Amazon.com cloud service returned to normal operations in the afternoon yesterday, the company said, after an Internet outage that caused global turmoil among thousands of sites, including some of the web’s most popular apps like Snapchat and Reddit.
Still, Amazon said some AWS services had a backlog of messages that would take a few hours to process.
AWS hosts applications and computer processes for companies around the world, and the disruption knocked workers from London to Tokyo offline and halted others from conducting normal everyday tasks like paying hairdressers or changing their airline tickets.
Users on Monday afternoon had complained of lingering difficulties using services such as digital wallet Venmo and video calling site Zoom.
It was the largest Internet disruption since last year’s CrowdStrike malfunction hobbled technology systems in hospitals, banks and airports, highlighting the vulnerability of the world’s interconnected technologies.
It was at least the third time in five years that AWS’s northern Virginia cluster, known as US-EAST-1, contributed to a major Internet meltdown.
Amazon did not address a request for more clarity about why that particular data centre keeps being impacted.

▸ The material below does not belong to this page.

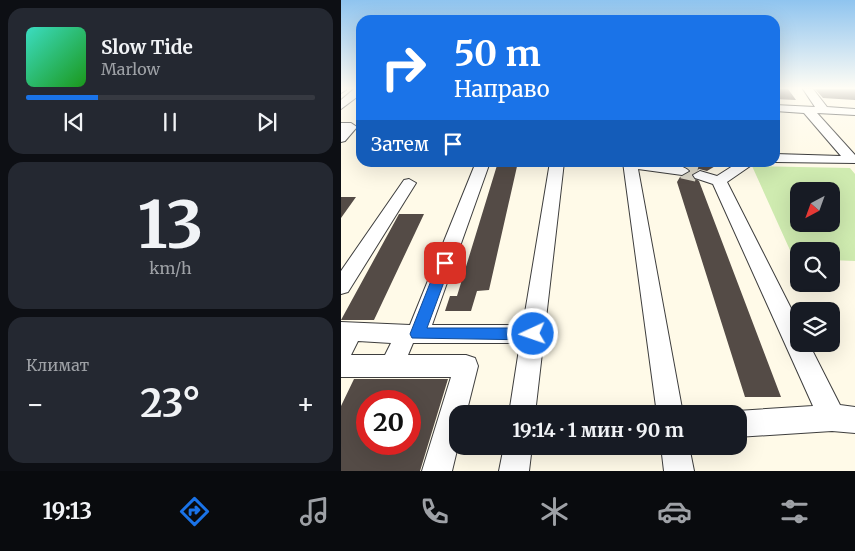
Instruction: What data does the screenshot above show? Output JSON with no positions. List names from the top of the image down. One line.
{"north":"bottom left","page":{"turn":["50 m","Направо"],"song":["Slow Tide","Marlow"],"then":"Затем","tile":[["13","km/h"],"Климат"],"heat":["−","23°","+"],"limit":"20","trip":"19:14 · 1 мин · 90 m","tabs":"19:13"}}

The problems stemmed from what is known as the Domain Name System, or DNS, which prevented applications from finding the correct address for AWS’s DynamoDB API, a cloud database relied upon to store user information and other critical data.
Earlier, AWS said the root cause of the outage was an underlying subsystem that monitors the health of its network load balancers used to distribute traffic across several servers.
The issue, AWS said, originated from within the ‘EC2 internal network’, Amazon’s ‘Elastic Compute Cloud’ service, which provides on-demand cloud capacity within AWS.
Ken Birman, a computer science professor at Cornell University, said software developers need to build better fault tolerance.
He said AWS provides tools developers can use to protect themselves in the event of a problem at one of any of its sprawling network of data centres.
“When people cut costs and cut corners to try to get an application up, and then forget that they skipped that last step and didn’t really protect against an outage, those companies are the ones who really ought to be scrutinised later,” he said.